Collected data
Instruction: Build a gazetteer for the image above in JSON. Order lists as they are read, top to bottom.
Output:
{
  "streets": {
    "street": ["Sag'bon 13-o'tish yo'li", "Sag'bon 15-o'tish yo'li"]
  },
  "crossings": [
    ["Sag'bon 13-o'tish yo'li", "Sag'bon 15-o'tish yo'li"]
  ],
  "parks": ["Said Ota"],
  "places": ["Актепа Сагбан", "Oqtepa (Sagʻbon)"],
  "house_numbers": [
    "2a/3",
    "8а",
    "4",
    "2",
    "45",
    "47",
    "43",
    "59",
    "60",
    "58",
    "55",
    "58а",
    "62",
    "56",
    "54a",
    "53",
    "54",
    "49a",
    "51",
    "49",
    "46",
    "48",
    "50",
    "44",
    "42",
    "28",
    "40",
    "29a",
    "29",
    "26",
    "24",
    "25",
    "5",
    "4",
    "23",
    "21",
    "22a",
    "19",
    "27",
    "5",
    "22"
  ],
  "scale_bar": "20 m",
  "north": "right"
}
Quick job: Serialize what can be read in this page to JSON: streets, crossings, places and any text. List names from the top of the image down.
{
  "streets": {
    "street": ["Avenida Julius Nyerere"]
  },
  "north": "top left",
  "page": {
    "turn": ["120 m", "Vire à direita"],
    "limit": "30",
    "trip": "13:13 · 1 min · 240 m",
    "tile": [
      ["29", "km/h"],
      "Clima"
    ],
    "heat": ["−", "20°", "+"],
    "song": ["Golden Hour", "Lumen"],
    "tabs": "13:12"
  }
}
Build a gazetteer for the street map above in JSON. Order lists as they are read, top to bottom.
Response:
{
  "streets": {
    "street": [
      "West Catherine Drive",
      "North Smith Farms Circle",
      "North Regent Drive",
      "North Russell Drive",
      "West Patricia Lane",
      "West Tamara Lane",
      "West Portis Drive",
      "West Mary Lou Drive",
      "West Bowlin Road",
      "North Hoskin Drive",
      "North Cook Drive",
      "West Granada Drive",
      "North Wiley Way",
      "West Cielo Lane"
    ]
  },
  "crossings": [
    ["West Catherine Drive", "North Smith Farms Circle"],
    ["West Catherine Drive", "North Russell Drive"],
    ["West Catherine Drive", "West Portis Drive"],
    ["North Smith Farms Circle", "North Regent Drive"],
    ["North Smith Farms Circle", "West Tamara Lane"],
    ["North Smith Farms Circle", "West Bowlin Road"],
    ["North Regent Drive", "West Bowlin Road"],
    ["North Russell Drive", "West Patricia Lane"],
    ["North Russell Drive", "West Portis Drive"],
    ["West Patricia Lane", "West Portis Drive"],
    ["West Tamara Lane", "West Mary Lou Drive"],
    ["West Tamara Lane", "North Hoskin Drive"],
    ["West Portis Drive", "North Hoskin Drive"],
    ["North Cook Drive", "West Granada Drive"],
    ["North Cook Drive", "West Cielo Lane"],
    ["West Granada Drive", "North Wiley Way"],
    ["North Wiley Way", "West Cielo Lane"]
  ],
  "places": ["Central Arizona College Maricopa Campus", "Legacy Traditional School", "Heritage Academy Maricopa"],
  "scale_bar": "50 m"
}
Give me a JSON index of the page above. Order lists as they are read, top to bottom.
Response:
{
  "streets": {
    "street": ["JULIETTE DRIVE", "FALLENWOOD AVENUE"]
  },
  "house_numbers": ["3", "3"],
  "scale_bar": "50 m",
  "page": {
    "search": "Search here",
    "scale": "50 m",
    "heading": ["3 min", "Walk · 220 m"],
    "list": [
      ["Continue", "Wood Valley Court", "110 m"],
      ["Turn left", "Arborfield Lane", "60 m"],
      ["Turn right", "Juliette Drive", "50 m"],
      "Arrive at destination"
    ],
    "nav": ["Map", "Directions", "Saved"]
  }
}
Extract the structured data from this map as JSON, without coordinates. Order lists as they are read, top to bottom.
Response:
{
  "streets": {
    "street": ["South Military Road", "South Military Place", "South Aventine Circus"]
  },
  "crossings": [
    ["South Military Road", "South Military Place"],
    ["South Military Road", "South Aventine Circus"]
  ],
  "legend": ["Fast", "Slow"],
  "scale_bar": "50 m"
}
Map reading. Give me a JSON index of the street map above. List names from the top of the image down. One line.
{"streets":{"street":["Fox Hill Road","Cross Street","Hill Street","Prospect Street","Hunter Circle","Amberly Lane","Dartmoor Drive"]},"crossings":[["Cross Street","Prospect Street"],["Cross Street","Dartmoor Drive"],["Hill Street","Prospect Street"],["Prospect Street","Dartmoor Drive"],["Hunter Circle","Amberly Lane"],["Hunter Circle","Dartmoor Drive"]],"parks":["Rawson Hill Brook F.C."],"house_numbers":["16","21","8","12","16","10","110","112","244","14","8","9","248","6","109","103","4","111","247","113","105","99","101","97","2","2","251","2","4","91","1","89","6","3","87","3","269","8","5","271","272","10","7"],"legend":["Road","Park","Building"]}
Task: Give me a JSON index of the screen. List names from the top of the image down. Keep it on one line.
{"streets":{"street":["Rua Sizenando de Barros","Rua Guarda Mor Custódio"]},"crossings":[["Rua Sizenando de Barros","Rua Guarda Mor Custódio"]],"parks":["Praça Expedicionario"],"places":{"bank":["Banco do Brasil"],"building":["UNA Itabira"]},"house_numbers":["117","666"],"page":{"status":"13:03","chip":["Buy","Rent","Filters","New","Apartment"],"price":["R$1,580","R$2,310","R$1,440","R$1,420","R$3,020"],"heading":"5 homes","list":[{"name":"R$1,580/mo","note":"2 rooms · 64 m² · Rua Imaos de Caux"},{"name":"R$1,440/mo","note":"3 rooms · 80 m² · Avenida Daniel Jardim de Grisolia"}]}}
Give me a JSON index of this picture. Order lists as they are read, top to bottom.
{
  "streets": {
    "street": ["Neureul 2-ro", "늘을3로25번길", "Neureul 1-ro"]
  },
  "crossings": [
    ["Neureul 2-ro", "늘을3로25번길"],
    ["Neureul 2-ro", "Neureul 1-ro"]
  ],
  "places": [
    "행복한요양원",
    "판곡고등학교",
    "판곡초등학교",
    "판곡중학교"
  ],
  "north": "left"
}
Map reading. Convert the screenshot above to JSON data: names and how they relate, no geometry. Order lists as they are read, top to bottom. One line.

About this task – Among the entries above, count the lines that contain the word "gazetteer" and give the number by itself.

Reply to the task – 2